### Stored data
----------

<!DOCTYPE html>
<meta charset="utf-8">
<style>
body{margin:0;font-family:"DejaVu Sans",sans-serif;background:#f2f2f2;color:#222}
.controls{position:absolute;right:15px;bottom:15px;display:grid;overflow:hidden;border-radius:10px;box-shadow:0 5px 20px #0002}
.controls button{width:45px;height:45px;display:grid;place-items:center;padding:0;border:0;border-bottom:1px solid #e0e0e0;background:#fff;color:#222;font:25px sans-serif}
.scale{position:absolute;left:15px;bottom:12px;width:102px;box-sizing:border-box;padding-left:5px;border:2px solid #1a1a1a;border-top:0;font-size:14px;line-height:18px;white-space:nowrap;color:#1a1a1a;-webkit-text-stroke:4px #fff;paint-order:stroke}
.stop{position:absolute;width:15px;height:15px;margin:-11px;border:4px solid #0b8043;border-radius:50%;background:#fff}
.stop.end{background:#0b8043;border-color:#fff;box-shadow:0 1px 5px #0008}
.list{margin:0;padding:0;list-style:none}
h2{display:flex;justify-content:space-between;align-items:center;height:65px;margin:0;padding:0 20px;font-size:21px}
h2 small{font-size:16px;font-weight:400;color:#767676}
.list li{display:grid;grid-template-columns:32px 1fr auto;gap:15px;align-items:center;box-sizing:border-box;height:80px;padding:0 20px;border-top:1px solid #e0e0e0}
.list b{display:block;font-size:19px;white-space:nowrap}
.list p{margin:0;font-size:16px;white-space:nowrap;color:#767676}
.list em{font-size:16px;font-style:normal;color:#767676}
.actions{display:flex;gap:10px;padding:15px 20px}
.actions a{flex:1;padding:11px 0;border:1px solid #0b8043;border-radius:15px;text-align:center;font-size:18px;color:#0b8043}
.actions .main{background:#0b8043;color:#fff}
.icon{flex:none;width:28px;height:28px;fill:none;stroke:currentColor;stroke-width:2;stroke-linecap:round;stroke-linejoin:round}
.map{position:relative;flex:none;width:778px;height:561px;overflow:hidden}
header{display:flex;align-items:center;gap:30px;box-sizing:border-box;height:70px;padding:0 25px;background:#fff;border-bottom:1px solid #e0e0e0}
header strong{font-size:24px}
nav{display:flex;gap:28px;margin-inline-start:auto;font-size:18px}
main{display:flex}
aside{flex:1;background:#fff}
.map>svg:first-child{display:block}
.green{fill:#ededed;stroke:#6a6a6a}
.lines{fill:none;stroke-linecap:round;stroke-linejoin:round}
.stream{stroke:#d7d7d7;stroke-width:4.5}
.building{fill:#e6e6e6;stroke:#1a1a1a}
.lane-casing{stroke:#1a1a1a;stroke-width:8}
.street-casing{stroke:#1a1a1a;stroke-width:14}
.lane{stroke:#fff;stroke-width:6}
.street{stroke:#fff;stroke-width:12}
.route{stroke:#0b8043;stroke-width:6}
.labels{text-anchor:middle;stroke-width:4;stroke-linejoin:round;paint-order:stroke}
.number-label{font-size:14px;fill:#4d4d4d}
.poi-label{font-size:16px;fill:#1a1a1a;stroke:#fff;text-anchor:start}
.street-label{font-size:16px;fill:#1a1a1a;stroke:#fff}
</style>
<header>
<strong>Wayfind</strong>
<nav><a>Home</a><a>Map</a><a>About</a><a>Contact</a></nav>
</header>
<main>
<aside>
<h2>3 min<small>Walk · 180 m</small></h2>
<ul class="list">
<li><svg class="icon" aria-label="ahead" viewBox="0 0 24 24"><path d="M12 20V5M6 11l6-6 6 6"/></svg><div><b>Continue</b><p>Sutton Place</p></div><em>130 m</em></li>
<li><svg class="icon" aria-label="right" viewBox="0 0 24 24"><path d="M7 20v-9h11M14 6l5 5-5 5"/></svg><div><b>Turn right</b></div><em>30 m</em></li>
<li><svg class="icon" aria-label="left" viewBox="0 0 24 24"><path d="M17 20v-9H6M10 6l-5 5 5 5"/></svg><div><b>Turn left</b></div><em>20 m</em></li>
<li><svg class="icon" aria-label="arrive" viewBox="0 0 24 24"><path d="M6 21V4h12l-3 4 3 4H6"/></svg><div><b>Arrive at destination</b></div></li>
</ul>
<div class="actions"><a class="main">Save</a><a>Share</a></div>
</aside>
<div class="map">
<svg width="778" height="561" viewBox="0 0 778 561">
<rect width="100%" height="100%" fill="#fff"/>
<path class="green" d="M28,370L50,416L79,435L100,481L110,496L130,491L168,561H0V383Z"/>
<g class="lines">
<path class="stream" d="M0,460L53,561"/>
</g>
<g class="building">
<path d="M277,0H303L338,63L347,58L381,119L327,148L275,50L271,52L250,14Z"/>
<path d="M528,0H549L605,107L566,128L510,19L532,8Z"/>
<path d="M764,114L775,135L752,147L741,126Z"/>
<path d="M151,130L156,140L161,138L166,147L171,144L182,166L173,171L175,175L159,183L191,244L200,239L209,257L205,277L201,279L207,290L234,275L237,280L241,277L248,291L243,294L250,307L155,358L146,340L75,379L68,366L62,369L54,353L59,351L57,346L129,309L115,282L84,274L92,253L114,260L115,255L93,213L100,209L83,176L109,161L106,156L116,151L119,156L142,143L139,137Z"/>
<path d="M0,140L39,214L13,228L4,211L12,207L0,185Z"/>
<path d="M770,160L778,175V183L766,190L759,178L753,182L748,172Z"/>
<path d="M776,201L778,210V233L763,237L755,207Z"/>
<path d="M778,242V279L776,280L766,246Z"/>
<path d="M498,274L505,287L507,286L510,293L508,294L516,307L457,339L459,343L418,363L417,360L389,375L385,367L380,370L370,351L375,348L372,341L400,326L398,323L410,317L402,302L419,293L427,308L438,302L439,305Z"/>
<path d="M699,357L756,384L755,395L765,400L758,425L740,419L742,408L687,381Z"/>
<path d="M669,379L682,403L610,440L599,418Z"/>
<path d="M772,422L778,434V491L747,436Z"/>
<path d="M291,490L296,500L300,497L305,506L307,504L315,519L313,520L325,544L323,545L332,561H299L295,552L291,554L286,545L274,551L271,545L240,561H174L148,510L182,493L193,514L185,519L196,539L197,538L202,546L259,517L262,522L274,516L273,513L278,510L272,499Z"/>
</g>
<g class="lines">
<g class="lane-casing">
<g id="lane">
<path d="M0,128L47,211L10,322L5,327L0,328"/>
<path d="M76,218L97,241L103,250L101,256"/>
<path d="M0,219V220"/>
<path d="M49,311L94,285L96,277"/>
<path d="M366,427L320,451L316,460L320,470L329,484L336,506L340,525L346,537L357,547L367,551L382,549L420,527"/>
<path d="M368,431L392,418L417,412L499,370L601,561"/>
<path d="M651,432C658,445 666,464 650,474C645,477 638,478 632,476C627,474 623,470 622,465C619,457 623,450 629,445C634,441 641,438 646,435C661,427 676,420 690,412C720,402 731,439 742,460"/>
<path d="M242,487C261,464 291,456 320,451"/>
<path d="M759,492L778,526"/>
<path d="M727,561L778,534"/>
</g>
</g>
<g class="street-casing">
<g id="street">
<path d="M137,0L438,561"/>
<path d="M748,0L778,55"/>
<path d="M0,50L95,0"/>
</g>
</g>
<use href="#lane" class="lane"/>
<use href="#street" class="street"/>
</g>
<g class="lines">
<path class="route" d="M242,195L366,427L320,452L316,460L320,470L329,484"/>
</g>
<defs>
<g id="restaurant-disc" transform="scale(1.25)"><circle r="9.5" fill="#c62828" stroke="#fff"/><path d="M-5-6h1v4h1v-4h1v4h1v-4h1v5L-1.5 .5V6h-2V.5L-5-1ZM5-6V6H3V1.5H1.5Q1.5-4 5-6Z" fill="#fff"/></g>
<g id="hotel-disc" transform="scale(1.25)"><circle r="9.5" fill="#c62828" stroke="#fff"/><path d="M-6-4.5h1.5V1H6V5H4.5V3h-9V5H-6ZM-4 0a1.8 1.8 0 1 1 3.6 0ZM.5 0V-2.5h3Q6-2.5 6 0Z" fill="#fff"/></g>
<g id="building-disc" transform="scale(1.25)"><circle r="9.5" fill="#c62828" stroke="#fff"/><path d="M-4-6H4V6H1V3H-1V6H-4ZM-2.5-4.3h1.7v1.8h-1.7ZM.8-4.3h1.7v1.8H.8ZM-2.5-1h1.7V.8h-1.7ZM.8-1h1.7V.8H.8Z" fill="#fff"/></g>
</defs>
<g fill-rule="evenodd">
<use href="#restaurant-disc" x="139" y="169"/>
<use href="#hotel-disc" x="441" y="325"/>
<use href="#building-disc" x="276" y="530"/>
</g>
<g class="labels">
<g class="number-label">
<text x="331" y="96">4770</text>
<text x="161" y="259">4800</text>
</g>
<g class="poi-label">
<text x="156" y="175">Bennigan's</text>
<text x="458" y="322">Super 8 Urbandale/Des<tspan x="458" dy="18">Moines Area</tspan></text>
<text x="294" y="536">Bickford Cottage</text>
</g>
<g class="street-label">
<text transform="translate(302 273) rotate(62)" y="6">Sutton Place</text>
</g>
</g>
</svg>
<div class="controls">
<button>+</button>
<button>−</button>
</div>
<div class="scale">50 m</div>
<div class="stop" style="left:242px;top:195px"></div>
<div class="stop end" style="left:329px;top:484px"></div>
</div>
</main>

----------

Find every line in the records that has the word "sizing". Copy those lines.

### Written response
.scale{position:absolute;left:15px;bottom:12px;width:102px;box-sizing:border-box;padding-left:5px;border:2px solid #1a1a1a;border-top:0;font-size:14px;line-height:18px;white-space:nowrap;color:#1a1a1a;-webkit-text-stroke:4px #fff;paint-order:stroke}
.list li{display:grid;grid-template-columns:32px 1fr auto;gap:15px;align-items:center;box-sizing:border-box;height:80px;padding:0 20px;border-top:1px solid #e0e0e0}
header{display:flex;align-items:center;gap:30px;box-sizing:border-box;height:70px;padding:0 25px;background:#fff;border-bottom:1px solid #e0e0e0}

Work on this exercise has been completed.